(Material provided Opens)

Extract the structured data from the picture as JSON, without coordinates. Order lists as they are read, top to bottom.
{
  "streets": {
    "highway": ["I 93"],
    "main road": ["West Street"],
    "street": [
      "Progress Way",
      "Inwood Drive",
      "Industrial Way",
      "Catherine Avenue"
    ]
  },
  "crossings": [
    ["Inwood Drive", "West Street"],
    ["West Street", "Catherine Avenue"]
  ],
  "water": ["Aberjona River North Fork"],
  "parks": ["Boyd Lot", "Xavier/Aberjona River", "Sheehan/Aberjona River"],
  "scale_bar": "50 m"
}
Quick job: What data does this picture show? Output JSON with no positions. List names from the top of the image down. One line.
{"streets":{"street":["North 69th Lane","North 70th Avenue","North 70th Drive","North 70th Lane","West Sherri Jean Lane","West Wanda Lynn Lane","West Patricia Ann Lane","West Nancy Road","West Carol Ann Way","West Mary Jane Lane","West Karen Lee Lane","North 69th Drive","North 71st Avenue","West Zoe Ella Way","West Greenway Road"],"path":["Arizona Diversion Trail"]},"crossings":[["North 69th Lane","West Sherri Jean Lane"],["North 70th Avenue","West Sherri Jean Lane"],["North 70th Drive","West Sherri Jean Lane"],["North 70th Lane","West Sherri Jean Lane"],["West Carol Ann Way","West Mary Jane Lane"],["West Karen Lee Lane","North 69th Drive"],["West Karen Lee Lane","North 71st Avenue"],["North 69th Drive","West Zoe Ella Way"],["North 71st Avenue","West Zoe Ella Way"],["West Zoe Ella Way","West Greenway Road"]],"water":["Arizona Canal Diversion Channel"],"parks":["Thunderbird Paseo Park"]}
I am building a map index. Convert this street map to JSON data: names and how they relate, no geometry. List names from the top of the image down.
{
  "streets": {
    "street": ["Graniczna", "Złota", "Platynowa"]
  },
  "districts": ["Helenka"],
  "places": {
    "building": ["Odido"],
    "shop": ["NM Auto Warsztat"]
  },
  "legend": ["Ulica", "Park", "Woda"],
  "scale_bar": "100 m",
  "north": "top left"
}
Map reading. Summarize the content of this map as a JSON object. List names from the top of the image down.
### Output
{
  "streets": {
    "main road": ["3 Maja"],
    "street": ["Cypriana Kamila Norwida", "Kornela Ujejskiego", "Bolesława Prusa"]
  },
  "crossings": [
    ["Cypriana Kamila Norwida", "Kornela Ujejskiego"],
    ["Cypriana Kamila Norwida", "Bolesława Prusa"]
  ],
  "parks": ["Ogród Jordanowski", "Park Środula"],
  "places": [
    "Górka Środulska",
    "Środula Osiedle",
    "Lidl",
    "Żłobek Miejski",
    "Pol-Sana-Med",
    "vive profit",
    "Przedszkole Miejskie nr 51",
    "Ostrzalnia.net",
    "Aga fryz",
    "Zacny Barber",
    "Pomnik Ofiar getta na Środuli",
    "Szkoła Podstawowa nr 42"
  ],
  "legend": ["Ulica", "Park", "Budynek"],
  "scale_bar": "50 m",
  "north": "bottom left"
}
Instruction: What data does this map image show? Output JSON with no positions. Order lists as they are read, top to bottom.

(Material provided Closes)

Required action:
Print every line of the records above without a single difference.

Task response:
Extract the structured data from the picture as JSON, without coordinates. Order lists as they are read, top to bottom.
{
  "streets": {
    "highway": ["I 93"],
    "main road": ["West Street"],
    "street": [
      "Progress Way",
      "Inwood Drive",
      "Industrial Way",
      "Catherine Avenue"
    ]
  },
  "crossings": [
    ["Inwood Drive", "West Street"],
    ["West Street", "Catherine Avenue"]
  ],
  "water": ["Aberjona River North Fork"],
  "parks": ["Boyd Lot", "Xavier/Aberjona River", "Sheehan/Aberjona River"],
  "scale_bar": "50 m"
}
Quick job: What data does this picture show? Output JSON with no positions. List names from the top of the image down. One line.
{"streets":{"street":["North 69th Lane","North 70th Avenue","North 70th Drive","North 70th Lane","West Sherri Jean Lane","West Wanda Lynn Lane","West Patricia Ann Lane","West Nancy Road","West Carol Ann Way","West Mary Jane Lane","West Karen Lee Lane","North 69th Drive","North 71st Avenue","West Zoe Ella Way","West Greenway Road"],"path":["Arizona Diversion Trail"]},"crossings":[["North 69th Lane","West Sherri Jean Lane"],["North 70th Avenue","West Sherri Jean Lane"],["North 70th Drive","West Sherri Jean Lane"],["North 70th Lane","West Sherri Jean Lane"],["West Carol Ann Way","West Mary Jane Lane"],["West Karen Lee Lane","North 69th Drive"],["West Karen Lee Lane","North 71st Avenue"],["North 69th Drive","West Zoe Ella Way"],["North 71st Avenue","West Zoe Ella Way"],["West Zoe Ella Way","West Greenway Road"]],"water":["Arizona Canal Diversion Channel"],"parks":["Thunderbird Paseo Park"]}
I am building a map index. Convert this street map to JSON data: names and how they relate, no geometry. List names from the top of the image down.
{
  "streets": {
    "street": ["Graniczna", "Złota", "Platynowa"]
  },
  "districts": ["Helenka"],
  "places": {
    "building": ["Odido"],
    "shop": ["NM Auto Warsztat"]
  },
  "legend": ["Ulica", "Park", "Woda"],
  "scale_bar": "100 m",
  "north": "top left"
}
Map reading. Summarize the content of this map as a JSON object. List names from the top of the image down.
### Output
{
  "streets": {
    "main road": ["3 Maja"],
    "street": ["Cypriana Kamila Norwida", "Kornela Ujejskiego", "Bolesława Prusa"]
  },
  "crossings": [
    ["Cypriana Kamila Norwida", "Kornela Ujejskiego"],
    ["Cypriana Kamila Norwida", "Bolesława Prusa"]
  ],
  "parks": ["Ogród Jordanowski", "Park Środula"],
  "places": [
    "Górka Środulska",
    "Środula Osiedle",
    "Lidl",
    "Żłobek Miejski",
    "Pol-Sana-Med",
    "vive profit",
    "Przedszkole Miejskie nr 51",
    "Ostrzalnia.net",
    "Aga fryz",
    "Zacny Barber",
    "Pomnik Ofiar getta na Środuli",
    "Szkoła Podstawowa nr 42"
  ],
  "legend": ["Ulica", "Park", "Budynek"],
  "scale_bar": "50 m",
  "north": "bottom left"
}
Instruction: What data does this map image show? Output JSON with no positions. Order lists as they are read, top to bottom.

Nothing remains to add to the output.